(Saved entries)
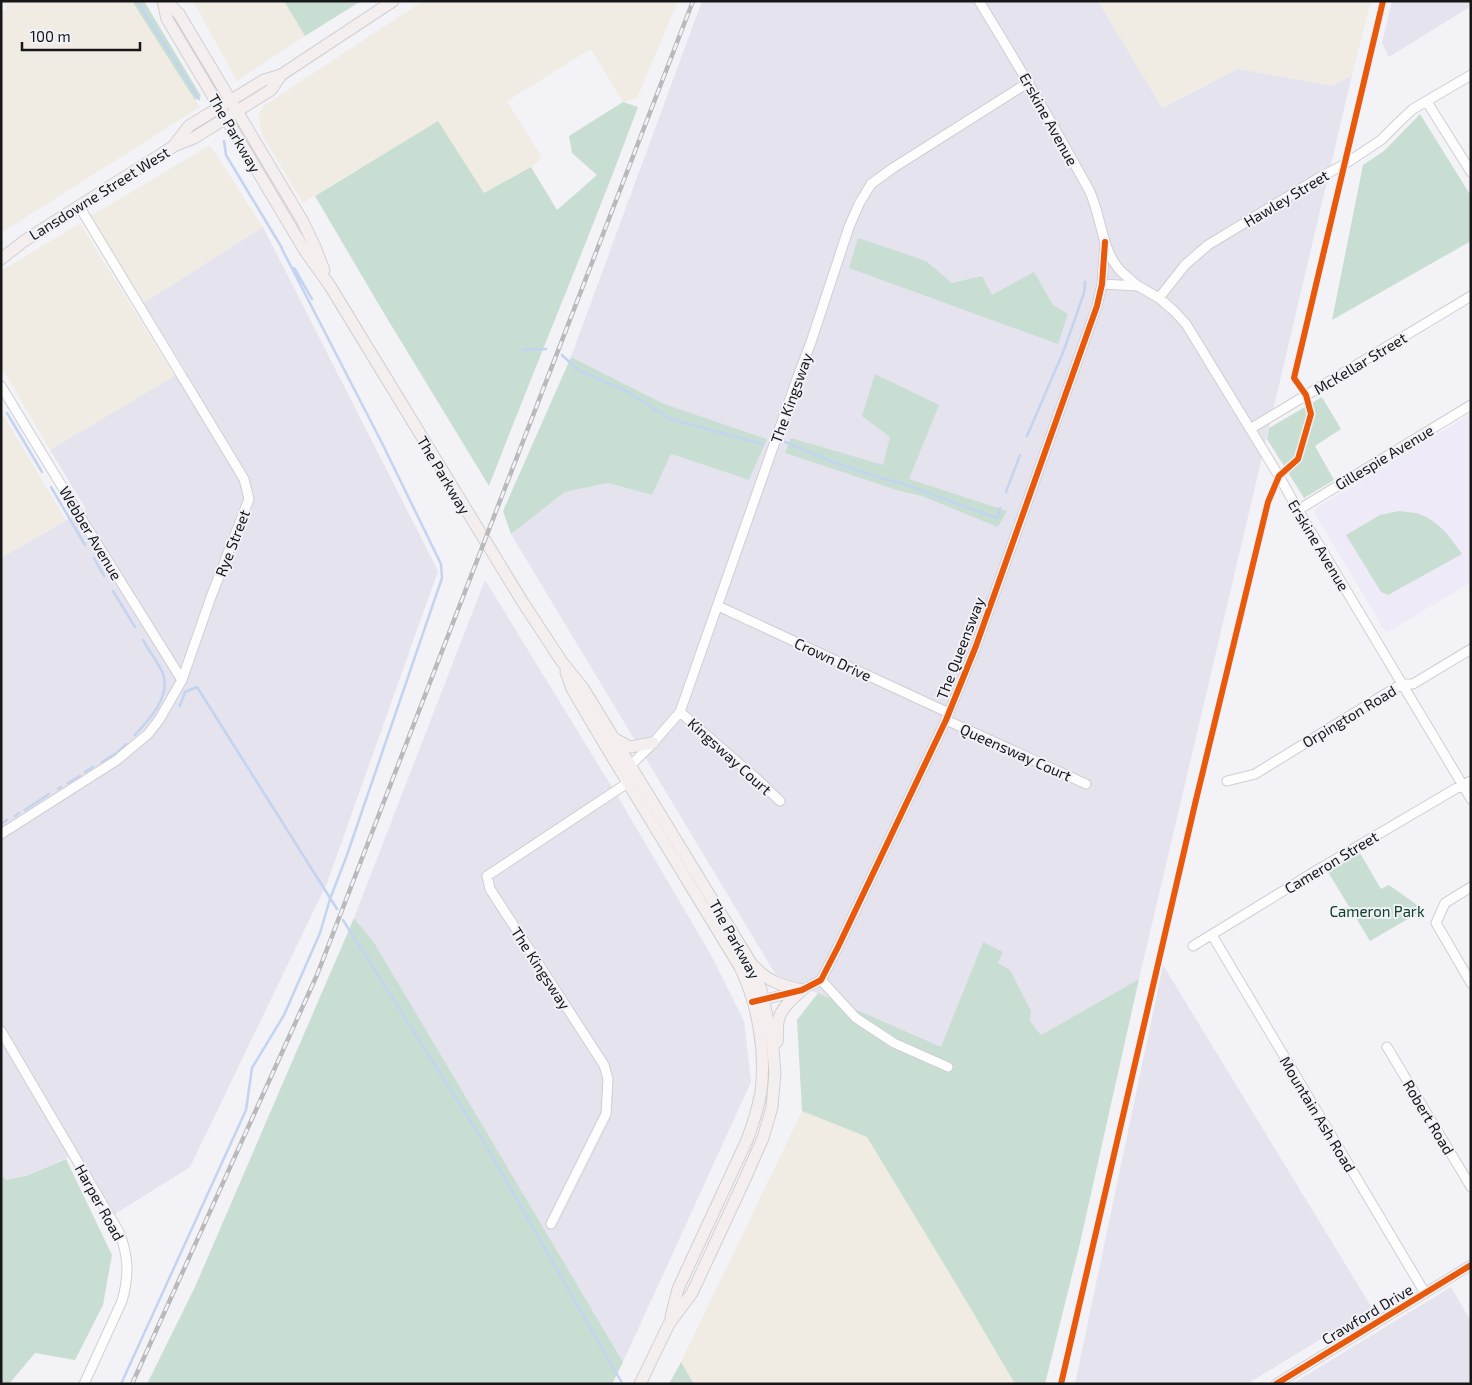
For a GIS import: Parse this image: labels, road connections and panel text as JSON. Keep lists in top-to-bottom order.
{
  "streets": {
    "main road": ["The Parkway", "Lansdowne Street West"],
    "street": [
      "Erskine Avenue",
      "Hawley Street",
      "McKellar Street",
      "The Kingsway",
      "Gillespie Avenue",
      "Webber Avenue",
      "Rye Street",
      "The Queensway",
      "Crown Drive",
      "Orpington Road",
      "Queensway Court",
      "Kingsway Court",
      "Cameron Street",
      "Mountain Ash Road",
      "Robert Road",
      "Harper Road",
      "Crawford Drive"
    ]
  },
  "crossings": [
    ["Erskine Avenue", "Hawley Street"],
    ["Erskine Avenue", "McKellar Street"],
    ["Erskine Avenue", "The Kingsway"],
    ["Erskine Avenue", "Gillespie Avenue"],
    ["Erskine Avenue", "The Queensway"],
    ["Erskine Avenue", "Orpington Road"],
    ["Erskine Avenue", "Cameron Street"],
    ["The Parkway", "Lansdowne Street West"],
    ["The Parkway", "The Kingsway"],
    ["Lansdowne Street West", "Rye Street"],
    ["The Kingsway", "Crown Drive"],
    ["The Kingsway", "Kingsway Court"],
    ["Webber Avenue", "Rye Street"],
    ["The Queensway", "Crown Drive"],
    ["The Queensway", "Queensway Court"],
    ["Crown Drive", "Queensway Court"],
    ["Cameron Street", "Mountain Ash Road"],
    ["Mountain Ash Road", "Crawford Drive"]
  ],
  "parks": ["Cameron Park"],
  "scale_bar": "100 m"
}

- [WHAT TO WORK ON]:
Every line of the data is to be transcribed exactly, and no picture is to be included.

- [ANSWER SPACE]:
For a GIS import: Parse this image: labels, road connections and panel text as JSON. Keep lists in top-to-bottom order.
{
  "streets": {
    "main road": ["The Parkway", "Lansdowne Street West"],
    "street": [
      "Erskine Avenue",
      "Hawley Street",
      "McKellar Street",
      "The Kingsway",
      "Gillespie Avenue",
      "Webber Avenue",
      "Rye Street",
      "The Queensway",
      "Crown Drive",
      "Orpington Road",
      "Queensway Court",
      "Kingsway Court",
      "Cameron Street",
      "Mountain Ash Road",
      "Robert Road",
      "Harper Road",
      "Crawford Drive"
    ]
  },
  "crossings": [
    ["Erskine Avenue", "Hawley Street"],
    ["Erskine Avenue", "McKellar Street"],
    ["Erskine Avenue", "The Kingsway"],
    ["Erskine Avenue", "Gillespie Avenue"],
    ["Erskine Avenue", "The Queensway"],
    ["Erskine Avenue", "Orpington Road"],
    ["Erskine Avenue", "Cameron Street"],
    ["The Parkway", "Lansdowne Street West"],
    ["The Parkway", "The Kingsway"],
    ["Lansdowne Street West", "Rye Street"],
    ["The Kingsway", "Crown Drive"],
    ["The Kingsway", "Kingsway Court"],
    ["Webber Avenue", "Rye Street"],
    ["The Queensway", "Crown Drive"],
    ["The Queensway", "Queensway Court"],
    ["Crown Drive", "Queensway Court"],
    ["Cameron Street", "Mountain Ash Road"],
    ["Mountain Ash Road", "Crawford Drive"]
  ],
  "parks": ["Cameron Park"],
  "scale_bar": "100 m"
}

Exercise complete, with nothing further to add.